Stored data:
::::::::::
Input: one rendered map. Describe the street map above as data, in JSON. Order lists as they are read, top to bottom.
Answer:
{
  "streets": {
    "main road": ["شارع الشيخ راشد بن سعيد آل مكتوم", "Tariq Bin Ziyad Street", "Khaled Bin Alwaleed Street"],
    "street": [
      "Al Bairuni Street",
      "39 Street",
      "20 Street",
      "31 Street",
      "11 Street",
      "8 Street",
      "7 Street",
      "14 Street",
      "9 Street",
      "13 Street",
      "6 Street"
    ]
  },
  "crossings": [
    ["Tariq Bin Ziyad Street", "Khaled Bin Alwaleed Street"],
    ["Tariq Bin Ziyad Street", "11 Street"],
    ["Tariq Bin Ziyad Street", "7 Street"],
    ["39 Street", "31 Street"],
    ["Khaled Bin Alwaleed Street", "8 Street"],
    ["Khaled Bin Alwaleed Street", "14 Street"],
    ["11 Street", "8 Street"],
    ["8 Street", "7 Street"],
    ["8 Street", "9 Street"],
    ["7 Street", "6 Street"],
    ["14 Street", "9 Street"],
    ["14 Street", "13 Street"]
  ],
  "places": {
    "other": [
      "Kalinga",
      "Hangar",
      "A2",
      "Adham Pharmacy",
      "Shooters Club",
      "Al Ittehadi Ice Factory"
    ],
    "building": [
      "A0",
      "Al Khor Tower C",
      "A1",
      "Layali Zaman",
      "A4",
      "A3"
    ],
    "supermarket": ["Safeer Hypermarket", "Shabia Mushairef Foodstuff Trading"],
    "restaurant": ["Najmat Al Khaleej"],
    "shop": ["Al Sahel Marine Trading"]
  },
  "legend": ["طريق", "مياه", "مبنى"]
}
::::::::::
▶ _To do_:
From the records above, return each line that includes "Tariq".

▶ _Solution for this task_:
    "main road": ["شارع الشيخ راشد بن سعيد آل مكتوم", "Tariq Bin Ziyad Street", "Khaled Bin Alwaleed Street"],
    ["Tariq Bin Ziyad Street", "Khaled Bin Alwaleed Street"],
    ["Tariq Bin Ziyad Street", "11 Street"],
    ["Tariq Bin Ziyad Street", "7 Street"],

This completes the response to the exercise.